Yates Racing on solid footing heading into 2009
by Rea White, NASCAR Scene, FOXSports.com
Team patriarch Robert Yates retired following the 2007 Cup season, turning Robert Yates Racing over to his son, Doug, and former Roush Fenway Racing official Max Jones. The pair renamed the organization Yates Racing and staged a somewhat epic effort in 2008.
They entered the year with a new alliance with Roush Fenway that helps with equipment and technical support. Yates Racing then managed to field two cars full time throughout the 2008 Sprint Cup season despite somewhat spotty sponsorship over the course of the year.
Travis Kvapil, 32, finished 23rd in the series driver standings while teammate David Gilliland, 32, finished 27th.
After an offseason of revamping once more, the team enters the 2009 season with the sponsored car of Paul Menard running the full season, an alliance to run the Hall of Fame Racing car with Bobby Labonte and Kvapil in the No. 28 once more, though he is not guaranteed a full-time effort. The team also still has Gilliland under contract.
|
Doug Yates, who has years of experience working with his father's team and maintaining the Roush-Yates engine program, admits that it has taken quite a bit of effort to keep his team on the track.
Now, with numbers switching around Menard will drive the No. 98 that has inherited the points from Gilliland's No. 38, while Labonte is in the 96 with points from Kvapil's No. 28 and other changes the team has undergone, even Yates admits there could be some confusion.
But he also sees a team on more solid footing that it enjoyed entering 2008.
"There have been some trying times, but there's been a lot of hard work and effort by many people," Yates says. "Max Jones and myself had a vision that we were going to get this team back to where it once was, and some days are tougher than others, but we had some really bright spots last year. Our car finished second at Infineon (Raceway) and sat on the pole at Talladega, and through all that, we had a lot of sponsors. The guys gave me a picture at the end of the year, and I think there was something like 30 different sponsors that were partners with us last year. I want to say thanks to all of those guys.
"Travis Kvapil and David Gilliland did a great job, and now we sit here and a lot of things have changed. The 38 is now the 98, and (we have) the 96 and the 28, so I think I need a scorecard, but I'm so excited to have Paul Menard and Menards sponsorship and Ask.com with Bobby Labonte, and to have Travis back. ... (Now) here we are with two fully sponsored cars, and we're ready to try to continue on what my dad built with Robert Yates Racing, and I'm really proud of that."

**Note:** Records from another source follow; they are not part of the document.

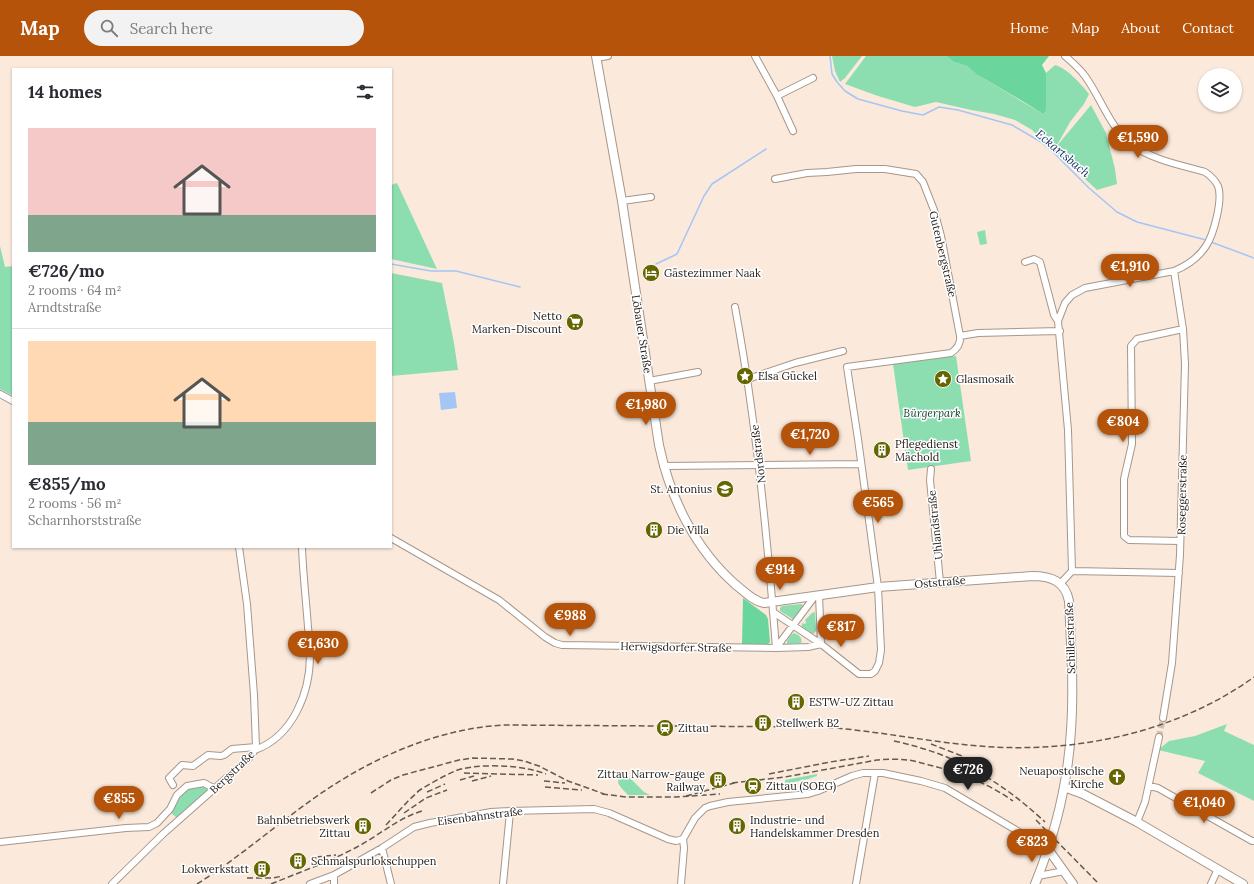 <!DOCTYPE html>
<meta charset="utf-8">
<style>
:root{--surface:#fff;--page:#f2f2f3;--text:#2b2b33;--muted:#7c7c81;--line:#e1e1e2;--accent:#b45309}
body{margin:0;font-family:Lora,serif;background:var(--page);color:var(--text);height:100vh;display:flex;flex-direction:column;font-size:15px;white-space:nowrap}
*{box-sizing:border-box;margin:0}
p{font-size:13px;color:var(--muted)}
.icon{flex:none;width:22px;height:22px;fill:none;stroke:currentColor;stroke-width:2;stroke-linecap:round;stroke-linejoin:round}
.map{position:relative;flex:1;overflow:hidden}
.sheet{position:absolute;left:12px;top:12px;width:380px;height:480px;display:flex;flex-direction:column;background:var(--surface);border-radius:0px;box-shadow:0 1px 3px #0004}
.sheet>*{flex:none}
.fabs{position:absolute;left:1198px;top:12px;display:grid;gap:8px}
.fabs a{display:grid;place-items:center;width:44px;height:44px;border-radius:50%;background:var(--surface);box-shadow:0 1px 3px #0004;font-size:20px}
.price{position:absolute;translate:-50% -34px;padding:0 9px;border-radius:14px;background:var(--accent);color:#fff;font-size:13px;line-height:26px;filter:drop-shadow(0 1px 2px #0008)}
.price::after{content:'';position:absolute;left:50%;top:24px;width:12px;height:9px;margin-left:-6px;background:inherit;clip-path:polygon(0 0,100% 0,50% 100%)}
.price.on{background:#222;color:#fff}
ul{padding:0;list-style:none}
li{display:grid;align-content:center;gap:8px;height:212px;padding:0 16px}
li+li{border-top:1px solid var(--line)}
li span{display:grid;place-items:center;height:124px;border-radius:0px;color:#555}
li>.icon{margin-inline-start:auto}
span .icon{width:72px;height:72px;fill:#fffc;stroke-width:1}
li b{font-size:17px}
h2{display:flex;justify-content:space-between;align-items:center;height:48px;padding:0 16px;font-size:17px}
header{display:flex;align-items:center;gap:24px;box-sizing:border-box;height:56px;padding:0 20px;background:var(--accent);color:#fff}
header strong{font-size:19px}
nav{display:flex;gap:22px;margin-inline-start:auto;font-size:14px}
.search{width:280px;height:36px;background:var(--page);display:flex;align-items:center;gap:10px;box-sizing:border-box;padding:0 14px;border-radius:22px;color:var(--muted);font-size:15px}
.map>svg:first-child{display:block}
</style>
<header>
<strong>Map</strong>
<div class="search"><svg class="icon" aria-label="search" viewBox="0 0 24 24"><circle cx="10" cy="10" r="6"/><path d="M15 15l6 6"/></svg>Search here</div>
<nav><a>Home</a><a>Map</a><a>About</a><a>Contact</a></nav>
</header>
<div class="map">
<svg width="1254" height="828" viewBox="0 0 1254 828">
<rect width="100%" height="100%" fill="#fbeadb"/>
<!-- green -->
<path fill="#8cdeb0" d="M832 0H862L845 22 840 26 835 15Z
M866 0H946L954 6 967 10 976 18 1043 58 1046 55V17L1055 9C1067 12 1081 28 1089 38L1084 48 1070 66 1056 91 1091 49 1106 77 1115 113 1117 128 1097 134 1032 74 1015 64 994 58 971 54 936 46 915 51 878 40 845 28Z
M397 127 437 213 391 203V129Z
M985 174 987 188 980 189 977 176Z
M0 190 5 211 13 210V340L0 333Z
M391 217 442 227 454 287 458 314 391 320Z
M956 300 971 405 908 414 893 308Z
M801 548 803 549V551L793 563 780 555V552L782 550Z
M815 556 816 575 813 578 802 571V567L805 568 806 566 805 564 812 557Z
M794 577C799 579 803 582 801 587L787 588V585L791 579Z
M1227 668 1224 675 1254 689V745L1198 717 1205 705 1158 694 1169 685 1195 680Z
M817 718V720L808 723 785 728V724Z
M621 719H626L628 720 644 736 650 739H628C623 733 613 727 621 719Z
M201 730H205L207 732V736L177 762 170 756 180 740 187 733Z"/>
<!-- forest -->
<path fill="#6ad69e" d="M946 0H1049L1042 9 1046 17V55L1043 58 1024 46 976 18 967 10 954 6Z
M743 542 766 559 768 563 770 586 767 589 742 588Z"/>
<!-- water -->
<path fill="#a4c5f5" d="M455 336 457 352 441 354 439 337Z"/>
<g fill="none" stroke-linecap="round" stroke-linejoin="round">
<!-- stream -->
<path stroke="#a4c5f5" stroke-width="1.5" d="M830 0 832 18 837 26 845 35 858 43 902 55 923 59 939 51 958 54 1012 69 1041 86 1053 96 1089 132 1117 156 1137 166 1206 184
M1211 186 1254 202
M391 208 431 215H456L520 231
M656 208 677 198 704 140 712 128 766 93"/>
<!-- minor-tunnel -->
<path stroke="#d1c2b5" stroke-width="6" stroke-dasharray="6 3" stroke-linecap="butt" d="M1159 681 1163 662"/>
<defs>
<path id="minor" d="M755 0 777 40 793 75
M596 2 608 0
M777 40 813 22
M775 123 807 117 827 116 856 113H885L916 118 923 126 934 154 941 180 960 280
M622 145 651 141
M1025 206 1034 203 1040 206 1054 259 1058 265
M735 251C756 364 767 478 776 592
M748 323 795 307 843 295
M649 325 698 316
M0 338 13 345
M663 410 861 408
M931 413 930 424 940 526
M391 482 499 544 545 581 555 587 562 589 776 592 808 591 821 588 819 539
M1180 485 1129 484 1124 480V423L1132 388 1131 290 1137 283 1183 273
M1072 515 1179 517
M1060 528 1072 515 1068 374 1058 265 1065 247 1072 239 1085 232 1174 215C1186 210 1199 201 1206 190 1214 178 1223 143 1218 130 1215 124 1211 120 1205 116 1181 109 1152 104 1131 88 1109 70 1101 42 1085 20 1079 12 1072 6 1065 0
M773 556 821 588 859 618H871L875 615 879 607 881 594 878 531 858 383 847 311 951 297C957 293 961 288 960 280L978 277 1060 275
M776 592 815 540
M1163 662 1172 607 1180 499 1185 308 1183 273 1174 215
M255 694C293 680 310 637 310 599 310 589 309 580 308 571 306 544 303 518 302 491
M173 729 169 722 182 709 193 710 208 699 221 700 224 699 232 693 256 691
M1149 730 1158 732 1252 785H1254
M1137 766 1145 746 1159 681
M0 786 126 772 149 771 157 767 170 753 177 739 187 730 204 727 215 733
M382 792 391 828
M334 819V828
M1038 820 1064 815
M112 828 163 778 249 702 255 694 256 691 254 639 247 548 239 491
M310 828 334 819 382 792 414 771 430 767 491 756 509 755 594 753 609 757 668 783 676 785 683 783
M503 828 510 756 509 755
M681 828 684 792 683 783 695 762 705 752 710 750 728 746 808 738 818 735 852 720 863 717H883L921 725 945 732 1048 793
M856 828 875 717
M1211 828 1218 813"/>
<path id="major" d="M596 0 622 145 659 389C670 442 695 493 736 529 745 536 753 545 764 547L878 531 1032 520C1051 520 1065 525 1069 545 1071 588 1074 631 1071 674 1068 727 1055 779 1035 828
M1064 731 1083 738 1137 766 1243 828
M1048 793 1073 828"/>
</defs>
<!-- minor casing -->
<use href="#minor" stroke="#a7978a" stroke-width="8"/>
<!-- major casing -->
<use href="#major" stroke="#a7978a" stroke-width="10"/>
<!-- minor -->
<use href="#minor" stroke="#fff" stroke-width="6"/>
<!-- major -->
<use href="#major" stroke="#fff" stroke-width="8"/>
<!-- rail -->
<path stroke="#635a52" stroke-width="1.5" stroke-dasharray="6 3" stroke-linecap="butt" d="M894 685C955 698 1000 724 1045 766
M931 688 962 700
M464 717 538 719
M769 718 830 706 869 700
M460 724 474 720
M472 725 491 720
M544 725 565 727
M732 727 785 721 877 704C887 703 898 703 908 704 915 705 922 707 929 709 958 716 988 727 1013 745
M545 731 570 733 582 734
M417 736C429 728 442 721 455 715 472 708 510 709 528 713 534 714 540 716 546 718
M427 736 445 728
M371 737 391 724 403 719 459 704 473 702 512 703 524 705 539 710 568 725 607 739
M602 738 626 741H676L720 738
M686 740 738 726
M404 757 426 742 447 734
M1036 764 1099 828
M386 769 409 744 421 733
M316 801 336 799
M243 815 252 816
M247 822H273L283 820
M197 828C240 801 278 767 320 738 374 701 437 673 503 669L821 671C874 674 927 686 980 690 1075 698 1176 677 1254 621
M271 828C300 816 329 806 357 791 378 780 398 762 422 755"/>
</g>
<!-- icons -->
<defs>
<symbol id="hotel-disc" viewBox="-11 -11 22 22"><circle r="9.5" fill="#656600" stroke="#fff"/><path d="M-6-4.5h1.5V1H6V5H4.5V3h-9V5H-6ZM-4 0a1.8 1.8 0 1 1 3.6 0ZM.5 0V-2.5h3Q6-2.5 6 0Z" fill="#fff"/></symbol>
<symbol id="supermarket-disc" viewBox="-11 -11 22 22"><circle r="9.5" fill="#656600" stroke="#fff"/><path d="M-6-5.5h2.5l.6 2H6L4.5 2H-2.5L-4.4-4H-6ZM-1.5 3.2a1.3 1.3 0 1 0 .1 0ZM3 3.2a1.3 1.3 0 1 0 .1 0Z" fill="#fff"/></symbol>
<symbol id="sight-disc" viewBox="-11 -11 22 22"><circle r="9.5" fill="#656600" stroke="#fff"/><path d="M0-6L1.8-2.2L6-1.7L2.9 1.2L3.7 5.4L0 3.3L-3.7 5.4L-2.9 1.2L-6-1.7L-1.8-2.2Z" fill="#fff"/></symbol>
<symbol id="building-disc" viewBox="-11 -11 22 22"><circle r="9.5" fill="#656600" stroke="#fff"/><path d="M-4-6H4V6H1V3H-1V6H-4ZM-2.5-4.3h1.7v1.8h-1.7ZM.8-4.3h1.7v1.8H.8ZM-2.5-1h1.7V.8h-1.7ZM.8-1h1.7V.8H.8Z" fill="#fff"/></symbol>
<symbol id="school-disc" viewBox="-11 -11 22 22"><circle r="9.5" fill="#656600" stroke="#fff"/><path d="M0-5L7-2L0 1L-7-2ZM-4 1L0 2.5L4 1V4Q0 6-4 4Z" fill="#fff"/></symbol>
<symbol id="station-disc" viewBox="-11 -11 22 22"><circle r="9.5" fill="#656600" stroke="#fff"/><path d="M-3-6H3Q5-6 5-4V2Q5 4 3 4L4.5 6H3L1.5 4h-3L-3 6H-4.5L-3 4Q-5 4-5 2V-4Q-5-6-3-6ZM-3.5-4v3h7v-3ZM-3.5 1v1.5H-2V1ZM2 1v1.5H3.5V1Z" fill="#fff"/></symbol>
<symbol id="church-disc" viewBox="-11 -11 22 22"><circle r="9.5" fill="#656600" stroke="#fff"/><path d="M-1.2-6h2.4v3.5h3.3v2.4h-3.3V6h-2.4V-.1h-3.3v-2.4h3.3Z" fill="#fff"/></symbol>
</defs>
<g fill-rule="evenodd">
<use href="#hotel-disc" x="641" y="207" width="20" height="20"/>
<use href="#supermarket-disc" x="565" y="256" width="20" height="20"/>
<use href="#sight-disc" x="735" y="310" width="20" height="20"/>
<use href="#sight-disc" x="933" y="313" width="20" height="20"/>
<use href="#building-disc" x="872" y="384" width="20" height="20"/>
<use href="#school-disc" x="715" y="423" width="20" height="20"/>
<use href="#building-disc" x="644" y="464" width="20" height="20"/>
<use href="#building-disc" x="786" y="636" width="20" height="20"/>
<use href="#building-disc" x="753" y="657" width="20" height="20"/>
<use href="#station-disc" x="655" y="662" width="20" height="20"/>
<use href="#church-disc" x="1107" y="711" width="20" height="20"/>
<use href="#building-disc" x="708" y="714" width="20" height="20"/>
<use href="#station-disc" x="743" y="720" width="20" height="20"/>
<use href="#building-disc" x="353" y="760" width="20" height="20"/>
<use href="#building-disc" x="727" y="760" width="20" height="20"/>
<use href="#building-disc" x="288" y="795" width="20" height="20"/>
<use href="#building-disc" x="252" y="803" width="20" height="20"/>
</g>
<g text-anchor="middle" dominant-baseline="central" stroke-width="3" stroke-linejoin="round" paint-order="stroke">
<!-- street labels -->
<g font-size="11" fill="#27211c" stroke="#fff">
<text transform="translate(943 198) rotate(77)">Gutenbergstraße</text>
<text transform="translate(642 278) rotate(81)">Löbauer Straße</text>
<text transform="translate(758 398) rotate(-97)">Nordstraße</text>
<text transform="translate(1182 439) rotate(-89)">Roseggerstraße</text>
<text transform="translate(935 469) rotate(-96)">Uhlandstraße</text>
<text transform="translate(940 526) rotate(-5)">Oststraße</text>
<text transform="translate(1070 582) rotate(-92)">Schillerstraße</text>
<text transform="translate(676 591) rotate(1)">Herwigsdorfer Straße</text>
<text transform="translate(232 716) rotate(-44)">Bergstraße</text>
<text transform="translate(480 760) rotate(-7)">Eisenbahnstraße</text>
</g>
<!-- poi labels -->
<g font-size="11" fill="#27211c" stroke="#fff" text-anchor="start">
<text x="664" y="217">Gästezimmer Naak</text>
<text x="562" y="260" text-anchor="end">Netto<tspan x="562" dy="13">Marken-Discount</tspan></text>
<text x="758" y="320">Elsa Gückel</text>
<text x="956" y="323">Glasmosaik</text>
<text x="895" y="388">Pflegedienst<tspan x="895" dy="13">Mächold</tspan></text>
<text x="712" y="433" text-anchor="end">St. Antonius</text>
<text x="667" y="474">Die Villa</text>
<text x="809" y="646">ESTW-UZ Zittau</text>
<text x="776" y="667">Stellwerk B2</text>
<text x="678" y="672">Zittau</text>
<text x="1104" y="715" text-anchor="end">Neuapostolische<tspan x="1104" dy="13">Kirche</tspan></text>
<text x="705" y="718" text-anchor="end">Zittau Narrow-gauge<tspan x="705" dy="13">Railway</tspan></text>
<text x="766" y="730">Zittau (SOEG)</text>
<text x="350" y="764" text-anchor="end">Bahnbetriebswerk<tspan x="350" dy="13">Zittau</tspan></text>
<text x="750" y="764">Industrie- und<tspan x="750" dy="13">Handelskammer Dresden</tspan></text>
<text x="311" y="805">Schmalspurlokschuppen</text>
<text x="249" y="813" text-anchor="end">Lokwerkstatt</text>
</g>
<!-- park labels -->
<g font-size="11" font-style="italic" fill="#0e3d27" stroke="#fff">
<text x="932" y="357">Bürgerpark</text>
</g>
<!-- water labels -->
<g font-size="12" font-style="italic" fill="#0b2f5f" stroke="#fff">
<text transform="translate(1063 97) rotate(40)">Eckartsbach</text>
</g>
</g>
</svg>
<div class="fabs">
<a><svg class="icon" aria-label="layers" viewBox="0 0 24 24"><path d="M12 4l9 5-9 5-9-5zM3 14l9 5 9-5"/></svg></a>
</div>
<b class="price" style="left:1138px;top:103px">€1,590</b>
<b class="price" style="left:1130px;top:232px">€1,910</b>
<b class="price" style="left:646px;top:370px">€1,980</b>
<b class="price" style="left:1123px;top:387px">€804</b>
<b class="price" style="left:810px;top:400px">€1,720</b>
<b class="price" style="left:878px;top:468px">€565</b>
<b class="price" style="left:780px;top:535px">€914</b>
<b class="price" style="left:570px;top:581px">€988</b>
<b class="price" style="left:841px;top:592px">€817</b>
<b class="price" style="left:318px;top:609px">€1,630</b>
<b class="price on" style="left:968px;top:735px">€726</b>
<b class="price" style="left:119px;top:764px">€855</b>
<b class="price" style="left:1204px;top:768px">€1,040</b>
<b class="price" style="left:1032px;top:807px">€823</b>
<section class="sheet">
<h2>14 homes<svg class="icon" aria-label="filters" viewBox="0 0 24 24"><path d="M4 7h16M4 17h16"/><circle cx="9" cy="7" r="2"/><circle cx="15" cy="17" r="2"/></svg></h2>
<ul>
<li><span style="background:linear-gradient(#f6c9c9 70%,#7fa58c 0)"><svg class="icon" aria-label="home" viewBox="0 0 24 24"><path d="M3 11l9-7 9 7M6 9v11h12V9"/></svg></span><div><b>€726/mo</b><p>2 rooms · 64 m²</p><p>Arndtstraße</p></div></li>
<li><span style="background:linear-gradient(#ffd9b3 65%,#7fa58c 0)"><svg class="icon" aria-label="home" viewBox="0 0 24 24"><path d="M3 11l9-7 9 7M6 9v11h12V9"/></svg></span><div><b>€855/mo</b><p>2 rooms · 56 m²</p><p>Scharnhorststraße</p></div></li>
</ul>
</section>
</div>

The drivers and owners express excitement about the coming year as does Kvapil, who once more finds himself needing sponsorship as the year begins. After being in this same spot in the past, though possibly with more confidence that he would run the full year, it's understandable why Kvapil believes this will all work out.
"The first part of the season is just to continue our performance and get recognized and create a buzz and try to get some attention to our team," Kvapil says. "I felt like we did a pretty reasonable job last year, and it's discouraging that we are in the same situation and we've got to kind of start over from what we built off last year. I've got a great attitude, I've got a great drive, and I'm just really excited to get to Daytona."
Labonte and Menard appear recharged entering the year. Menard, and his family sponsorship from Menards, left Dale Earnhardt Inc. at the end of last season to shift into Fords at Yates. Like the rest of the team, he'll have the benefit of Roush technology and the engines created by an alliance between the two lead Ford teams.
Labonte was a late addition to the group. Though he competes for Hall of Fame Racing, his team comes out of the Yates Racing shop, and his cars will be prepared by that group. So he is, essentially, the group's third car.
He's ready to get back on track. After announcing plans to part ways with Petty Enterprises during the offseason, Labonte found himself trying to land a solid ride in tough economic times. Sponsorships are hard to come by these days, so he felt both a sense of satisfaction and one of relief in signing with Hall of Fame and sponsor Ask.com.
He said he then found that everything in the Yates shop was ready for him, including a partnership with crew chief Todd Parrott once more.
"They're ready," Labonte says. "Max and Doug are going to be running the deal as far as that goes, and (Hall of Fame owners) Tom (Garfinkel) and Jeff (Moorad), they're a partner in it,, and they have a lot to bring to the table and a lot to offer, but as far as the race cars go and the team and the personnel and everything, it was all in place."
Now, the organization just wants to keep growing and moving in the right direction. Menard is going to run 16 Nationwide races under the Yates' banner as well and Jones seems confident that it can keep the No. 28 on the track for the season.
The entire group is ready for the 2009 season and the chance to put its teams on the track and to keep growing back to the level of prominence the organization once had. Yates' won the 1999 championship with driver Dale Jarrett and at least one race a year from 1989 to 2005. It has three Daytona 500 victories to its credit.
"We're trying to grow and we've grown a little bit over the last year, and we'll just keep digging," Jones says. "We're real excited to go racing."